The IWGDF/IDSA classification scheme categorizes the infection as mild, moderate, or severe, which ultimately guides treatment (table 6). (See 'Classifying the infection' above and "Diabetic foot infections, including osteomyelitis: Treatment".)

Imaging (eg, MRI) is often unnecessary but may be of value in determining the extent of infection.

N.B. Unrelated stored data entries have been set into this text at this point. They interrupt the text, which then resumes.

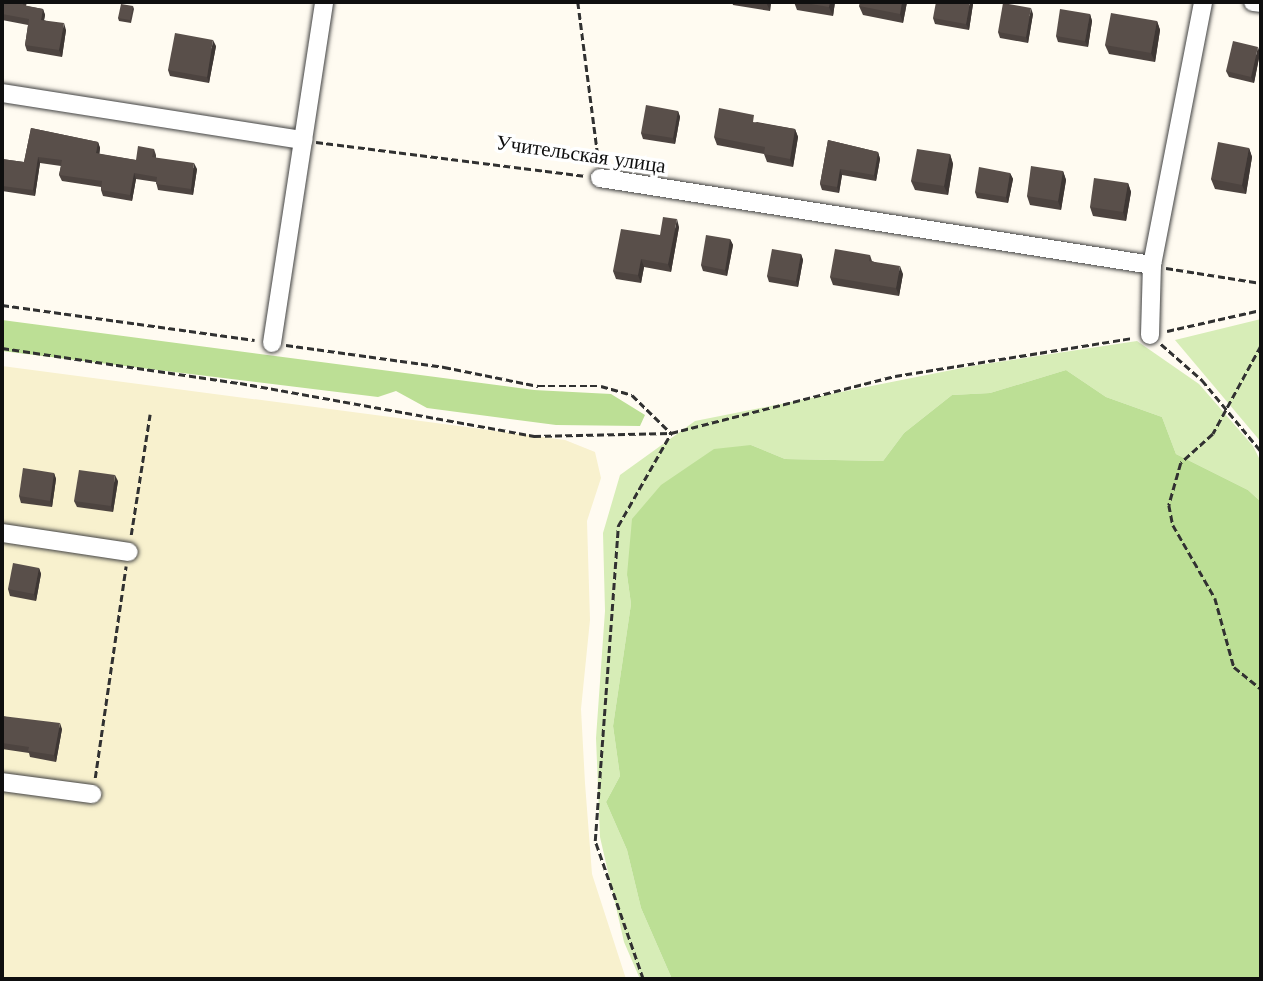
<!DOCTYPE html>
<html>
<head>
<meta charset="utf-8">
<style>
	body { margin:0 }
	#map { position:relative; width:1263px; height:981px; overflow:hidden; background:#fffbf1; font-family:"Libre Baskerville",serif }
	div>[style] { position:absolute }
	.farmland>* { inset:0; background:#f8f1ce }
	.green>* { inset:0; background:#d7edb7 }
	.forest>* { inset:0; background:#bcdf95 }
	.path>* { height:2.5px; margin-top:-1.25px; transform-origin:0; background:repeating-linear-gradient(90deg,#313131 0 7px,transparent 0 10.5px) }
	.roads { filter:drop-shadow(0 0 2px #424242) drop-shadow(0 0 2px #424242) }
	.minor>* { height:18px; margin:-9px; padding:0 9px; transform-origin:9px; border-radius:9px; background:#fff }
	.wall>* { inset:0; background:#4d4440 }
	.shaded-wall>* { inset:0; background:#3e3734 }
	.building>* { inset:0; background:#594f4a }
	span { translate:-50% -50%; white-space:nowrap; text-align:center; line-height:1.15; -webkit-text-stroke:7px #fff; paint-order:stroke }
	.street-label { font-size:21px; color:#0f0f0f }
	.frame { position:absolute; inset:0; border:4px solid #0f0f0f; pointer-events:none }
</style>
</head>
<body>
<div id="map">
	<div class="farmland">
		<i style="clip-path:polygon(2px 366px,565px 440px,595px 452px,601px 478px,587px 521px,590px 620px,581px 709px,585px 783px,592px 874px,626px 979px,2px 979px)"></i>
	</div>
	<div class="green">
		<i style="clip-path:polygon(1261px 319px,1261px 442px,1175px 340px)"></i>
		<i style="clip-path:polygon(1137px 341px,1199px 384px,1253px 446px,1261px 462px,1261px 502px,1248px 490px,1176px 454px,1162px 417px,1106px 397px,1066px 370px,990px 393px,952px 395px,904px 433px,883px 461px,785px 459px,751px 445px,627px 575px,631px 604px,613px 726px,620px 776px,606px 802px,627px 850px,641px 908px,672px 979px,640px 979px,624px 942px,600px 837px,596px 738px,605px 611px,603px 533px,620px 475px,695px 421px,972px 366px)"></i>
	</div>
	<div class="forest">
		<i style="clip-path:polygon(2px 320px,534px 390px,611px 394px,645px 415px,640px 426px,556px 425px,427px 408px,396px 391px,378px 397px,2px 351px)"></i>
		<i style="clip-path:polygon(1066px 370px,1106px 397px,1162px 417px,1176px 454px,1248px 490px,1261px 502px,1261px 979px,672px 979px,641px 908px,627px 850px,606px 802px,620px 776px,613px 726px,631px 604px,627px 575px,632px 519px,661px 485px,714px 449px,751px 445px,785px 459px,883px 461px,904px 433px,952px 395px,990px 393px)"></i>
	</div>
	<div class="path">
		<i style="left:578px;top:2px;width:162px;rotate:82.6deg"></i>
		<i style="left:316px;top:142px;width:270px;rotate:7.2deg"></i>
		<i style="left:1166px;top:268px;width:96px;rotate:9deg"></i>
		<i style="left:2px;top:305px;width:255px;rotate:7.9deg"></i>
		<i style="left:1167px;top:331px;width:96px;rotate:-12.6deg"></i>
		<i style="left:1161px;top:344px;width:55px;rotate:41.3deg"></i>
		<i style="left:1202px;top:380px;width:92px;rotate:50.3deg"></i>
		<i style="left:286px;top:345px;width:160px;rotate:7.9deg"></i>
		<i style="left:444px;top:367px;width:96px;rotate:11.4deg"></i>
		<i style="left:538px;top:386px;width:63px"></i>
		<i style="left:601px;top:386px;width:32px;rotate:16deg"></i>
		<i style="left:632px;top:395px;width:54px;rotate:44.3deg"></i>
		<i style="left:1261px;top:346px;width:100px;rotate:118.6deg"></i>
		<i style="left:1213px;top:434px;width:43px;rotate:137.8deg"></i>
		<i style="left:1181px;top:463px;width:44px;rotate:105.9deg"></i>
		<i style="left:1169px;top:505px;width:20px;rotate:79deg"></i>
		<i style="left:1173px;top:525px;width:84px;rotate:60.1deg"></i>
		<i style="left:1215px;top:598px;width:72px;rotate:74.6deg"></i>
		<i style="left:1234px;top:667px;width:35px;rotate:39deg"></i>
		<i style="left:2px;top:348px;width:241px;rotate:8.4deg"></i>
		<i style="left:240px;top:383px;width:299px;rotate:10.2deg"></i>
		<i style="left:534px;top:436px;width:137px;rotate:-1.3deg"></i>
		<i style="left:131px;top:535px;width:122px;rotate:-81.1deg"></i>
		<i style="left:95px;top:778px;width:214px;rotate:-81.7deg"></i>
		<i style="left:643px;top:979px;width:146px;rotate:-109.2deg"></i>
		<i style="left:595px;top:841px;width:316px;rotate:-85.8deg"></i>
		<i style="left:618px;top:526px;width:107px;rotate:-60.3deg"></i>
		<i style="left:671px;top:433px;width:231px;rotate:-14.3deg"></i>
		<i style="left:895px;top:376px;width:241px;rotate:-9.1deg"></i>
	</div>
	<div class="roads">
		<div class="minor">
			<i style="left:1253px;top:2px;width:8px;rotate:7deg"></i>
			<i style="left:2px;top:93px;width:305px;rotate:8.9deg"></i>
			<i style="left:600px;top:178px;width:559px;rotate:8.96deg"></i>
			<i style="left:1150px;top:335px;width:70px;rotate:-88.4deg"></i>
			<i style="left:1152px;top:265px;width:268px;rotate:-79deg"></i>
			<i style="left:272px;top:343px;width:345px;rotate:-81.3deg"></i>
			<i style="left:2px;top:533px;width:128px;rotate:8.5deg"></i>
			<i style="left:2px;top:782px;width:91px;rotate:7.6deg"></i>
		</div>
	</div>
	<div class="wall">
		<i style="clip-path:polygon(2px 2px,27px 2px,26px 6px,43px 9px,45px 15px,44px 20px,66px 30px,62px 57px,27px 51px,25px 45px,28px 25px,2px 20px)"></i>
		<i style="clip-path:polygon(732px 2px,771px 2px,770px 11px,733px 5px)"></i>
		<i style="clip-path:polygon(794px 2px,835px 2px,833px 16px,797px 10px)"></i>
		<i style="clip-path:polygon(907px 2px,903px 23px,863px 15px,859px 6px)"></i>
		<i style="clip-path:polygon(973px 4px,969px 30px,935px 24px,933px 18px)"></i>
		<i style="clip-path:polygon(133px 6px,134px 9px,131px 23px,119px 21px,118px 18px)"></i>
		<i style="clip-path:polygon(1033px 14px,1028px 43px,1000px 38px,998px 32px)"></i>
		<i style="clip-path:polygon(1090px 14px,1092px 21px,1088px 47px,1058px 42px,1056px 36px)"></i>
		<i style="clip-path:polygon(1157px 21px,1160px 30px,1155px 62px,1109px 54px,1105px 45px)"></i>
		<i style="clip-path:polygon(216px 46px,209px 83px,170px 76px,168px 70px)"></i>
		<i style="clip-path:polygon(1260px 53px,1254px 83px,1229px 77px,1226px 71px)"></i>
		<i style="clip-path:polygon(678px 111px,680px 117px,675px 144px,643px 139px,641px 133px)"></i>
		<i style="clip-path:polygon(757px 122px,795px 129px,798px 137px,793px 167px,767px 162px,764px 154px,717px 145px,714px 137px)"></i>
		<i style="clip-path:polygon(31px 128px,98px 142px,100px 148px,99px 154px,136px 160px,154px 149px,156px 155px,156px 158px,197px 169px,193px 195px,158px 190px,156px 182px,136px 179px,132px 201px,103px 196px,101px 190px,101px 187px,62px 181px,59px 175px,61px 166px,40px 163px,35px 196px,2px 191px,2px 159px,24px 162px)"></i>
		<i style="clip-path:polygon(828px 140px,878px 152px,880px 159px,876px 181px,842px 175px,839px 193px,822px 190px,820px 184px)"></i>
		<i style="clip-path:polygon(1249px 148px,1252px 157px,1246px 194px,1215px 189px,1211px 179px)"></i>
		<i style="clip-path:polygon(950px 154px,953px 164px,948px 195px,915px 190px,911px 181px)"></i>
		<i style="clip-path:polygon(1063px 171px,1066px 180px,1061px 210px,1030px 205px,1027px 196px)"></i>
		<i style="clip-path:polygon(1010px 173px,1013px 179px,1008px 203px,977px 198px,975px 192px)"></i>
		<i style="clip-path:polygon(1128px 183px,1131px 192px,1126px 221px,1093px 216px,1090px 207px)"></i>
		<i style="clip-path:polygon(679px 227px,671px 272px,644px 267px,641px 283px,616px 279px,613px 271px,660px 235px)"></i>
		<i style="clip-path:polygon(730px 239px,733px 245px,727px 276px,703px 271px,701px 265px)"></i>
		<i style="clip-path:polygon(801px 254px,803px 260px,798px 287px,769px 282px,767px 276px)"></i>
		<i style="clip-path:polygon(870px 255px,872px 261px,903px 274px,899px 296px,833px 285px,830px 277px)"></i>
		<i style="clip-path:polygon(54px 473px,56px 479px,52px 507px,21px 503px,19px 496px)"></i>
		<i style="clip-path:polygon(118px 481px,113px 512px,77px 507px,74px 501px)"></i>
		<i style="clip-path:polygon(39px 568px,41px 574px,36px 601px,10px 596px,8px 589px)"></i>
		<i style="clip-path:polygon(2px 716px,62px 729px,56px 762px,30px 757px,29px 753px,2px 749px)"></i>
	</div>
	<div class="shaded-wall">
		<i style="clip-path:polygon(766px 2px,771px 2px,770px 11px)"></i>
		<i style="clip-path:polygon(830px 2px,835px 2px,833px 16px,829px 7px)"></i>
		<i style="clip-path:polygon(902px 2px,907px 2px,903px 23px,900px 14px)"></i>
		<i style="clip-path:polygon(970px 2px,972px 2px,973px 4px,969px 30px,966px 24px)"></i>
		<i style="clip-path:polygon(1031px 8px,1033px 14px,1028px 43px,1026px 37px)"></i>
		<i style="clip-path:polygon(43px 9px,45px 15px,43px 26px,41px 20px)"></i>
		<i style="clip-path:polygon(1090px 14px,1092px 21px,1088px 47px,1085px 41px)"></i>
		<i style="clip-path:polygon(1157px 21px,1160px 30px,1155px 62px,1151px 53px)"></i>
		<i style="clip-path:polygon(64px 23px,66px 30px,62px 57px,59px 50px)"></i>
		<i style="clip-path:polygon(213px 40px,216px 46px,209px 83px,207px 77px)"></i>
		<i style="clip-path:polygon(1258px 47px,1260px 53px,1254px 83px,1251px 77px)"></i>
		<i style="clip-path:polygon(678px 111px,680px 117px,675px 144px,673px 138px)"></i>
		<i style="clip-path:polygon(795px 129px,798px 137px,793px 167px,790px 159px)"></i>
		<i style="clip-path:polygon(98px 142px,100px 148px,99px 159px,96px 153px)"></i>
		<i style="clip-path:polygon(1249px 148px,1252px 157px,1246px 194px,1242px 185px)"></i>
		<i style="clip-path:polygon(878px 152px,880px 159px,876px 181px,874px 175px)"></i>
		<i style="clip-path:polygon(950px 154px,953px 164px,948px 195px,944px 186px)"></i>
		<i style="clip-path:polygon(38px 157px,40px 163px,35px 196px,33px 190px)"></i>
		<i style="clip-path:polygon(194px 163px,197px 169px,193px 195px,191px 189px)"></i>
		<i style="clip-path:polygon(840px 169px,842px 175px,839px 193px,837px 187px)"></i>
		<i style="clip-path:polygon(1063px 171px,1066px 180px,1061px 210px,1058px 201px)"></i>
		<i style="clip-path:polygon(134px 173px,136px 179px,132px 201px,130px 195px)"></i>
		<i style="clip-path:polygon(1010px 173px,1013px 179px,1008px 203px,1006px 197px)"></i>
		<i style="clip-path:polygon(1128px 183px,1131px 192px,1126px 221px,1123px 212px)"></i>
		<i style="clip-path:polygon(677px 219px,679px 227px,671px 272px,668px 264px)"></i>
		<i style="clip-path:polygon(730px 239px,733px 245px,727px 276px,725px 270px)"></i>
		<i style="clip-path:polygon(801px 254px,803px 260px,798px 287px,796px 281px)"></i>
		<i style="clip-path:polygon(641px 259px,644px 267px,641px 283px,638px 275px)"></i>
		<i style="clip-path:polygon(900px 266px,903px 274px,899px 296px,896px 288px)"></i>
		<i style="clip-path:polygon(54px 473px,56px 479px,52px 507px,50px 501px)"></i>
		<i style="clip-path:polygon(115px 475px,118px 481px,113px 512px,111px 506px)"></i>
		<i style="clip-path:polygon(39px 568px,41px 574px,36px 601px,34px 594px)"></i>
		<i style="clip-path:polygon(60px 723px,62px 729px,56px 762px,54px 755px)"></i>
	</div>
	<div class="building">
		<i style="clip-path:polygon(2px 2px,24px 2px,23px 5px,43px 9px,41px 20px,64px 23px,59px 50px,25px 45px,29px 19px,2px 14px)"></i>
		<i style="clip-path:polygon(799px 2px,830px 2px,829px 7px)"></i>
		<i style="clip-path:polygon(860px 2px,902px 2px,900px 14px,859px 6px)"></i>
		<i style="clip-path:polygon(936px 2px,970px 2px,966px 24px,933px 18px)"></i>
		<i style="clip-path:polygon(1003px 3px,1031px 8px,1026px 37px,998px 32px)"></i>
		<i style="clip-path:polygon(121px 4px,133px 6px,130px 20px,118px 18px)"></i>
		<i style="clip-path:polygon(1060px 9px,1090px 14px,1085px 41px,1056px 36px)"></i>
		<i style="clip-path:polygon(1111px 13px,1157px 21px,1151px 53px,1105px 45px)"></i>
		<i style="clip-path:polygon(175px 33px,213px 40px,207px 77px,168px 70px)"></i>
		<i style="clip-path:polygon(1233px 41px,1258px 47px,1251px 77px,1226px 71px)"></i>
		<i style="clip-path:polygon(646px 105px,678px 111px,673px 138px,641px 133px)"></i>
		<i style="clip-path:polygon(719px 108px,754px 115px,753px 122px,795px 129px,790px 159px,764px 154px,765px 147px,714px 137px)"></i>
		<i style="clip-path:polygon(31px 128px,98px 142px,96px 153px,136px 160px,138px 146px,154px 149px,152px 157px,194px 163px,191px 189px,156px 184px,157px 177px,134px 173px,130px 195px,101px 190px,102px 181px,59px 175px,62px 160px,38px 157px,33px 190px,2px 186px,2px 159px,24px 162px)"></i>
		<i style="clip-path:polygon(828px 140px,878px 152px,874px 175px,840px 169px,837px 187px,820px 184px)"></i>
		<i style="clip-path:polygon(1218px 142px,1249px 148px,1242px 185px,1211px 179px)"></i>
		<i style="clip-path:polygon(917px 149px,950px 154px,944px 186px,911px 181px)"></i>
		<i style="clip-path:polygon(1031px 166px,1063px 171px,1058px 201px,1027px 196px)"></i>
		<i style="clip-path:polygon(979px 167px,1010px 173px,1006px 197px,975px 192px)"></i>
		<i style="clip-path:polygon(1094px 178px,1128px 183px,1123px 212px,1090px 207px)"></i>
		<i style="clip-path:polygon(663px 217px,677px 219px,668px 264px,641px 259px,638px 275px,613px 271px,621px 229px,660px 235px)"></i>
		<i style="clip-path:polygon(706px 235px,730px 239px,725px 270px,701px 265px)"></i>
		<i style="clip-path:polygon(772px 249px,801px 254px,796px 281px,767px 276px)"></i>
		<i style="clip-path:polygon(835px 249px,870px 255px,869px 261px,900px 266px,896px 288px,830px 277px)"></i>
		<i style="clip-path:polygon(23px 468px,54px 473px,50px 501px,19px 496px)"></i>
		<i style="clip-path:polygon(79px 470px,115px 475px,111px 506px,74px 501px)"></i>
		<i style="clip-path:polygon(13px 563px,39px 568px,34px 594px,8px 589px)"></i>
		<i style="clip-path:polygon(2px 716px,60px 723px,54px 755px,28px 751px,29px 747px,2px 743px)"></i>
	</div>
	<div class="street-label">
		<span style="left:581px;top:154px;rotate:8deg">Учительская улица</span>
	</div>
	<div class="frame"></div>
</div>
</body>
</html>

Superficial wound cultures are not appropriate due to colonization, but cultures from abscess fluid or deep tissue are helpful to guide therapy in moderate to severe infection. (See 'Role of wound cultures' above.)

•Osteomyelitis – Osteomyelitis should be considered in diabetic patients with deep soft tissue infection and in patients with chronic ulcers that do not heal after several weeks of wound care. (See 'General approach' above.)

Definitive diagnosis requires isolation of an organism from a sterilely obtained bone biopsy sample with histologic evidence of infection. Before bone samples are obtained, a presumptive diagnosis can be made if the patient has visible bone, a positive “probe-to-bone” test, or a sinus tract. (See 'Bone biopsy' above and '"Probe-to-bone" test' above.)

We obtain plain X-rays in all patients with suspected osteomyelitis. If necessary, we obtain MRI for further evaluation to aid diagnosis or define the extent of infection. (See 'Imaging studies' above.)

Inflammatory markers (eg, erythrocyte sedimentation rate [ESR], C-reactive protein [CRP]) may be helpful if diagnostic uncertainty remains; however, their clinical value is uncertain. (See 'Inflammatory markers (eg, ESR, CRP)' above.)

●Differential diagnosis – Numerous conditions can mimic diabetic foot infection, including diabetic neuroarthropathy (Charcot arthropathy), venous stasis, deep venous thrombosis, crystal-associated arthritis, and fracture. (See 'Differential diagnosis' above.)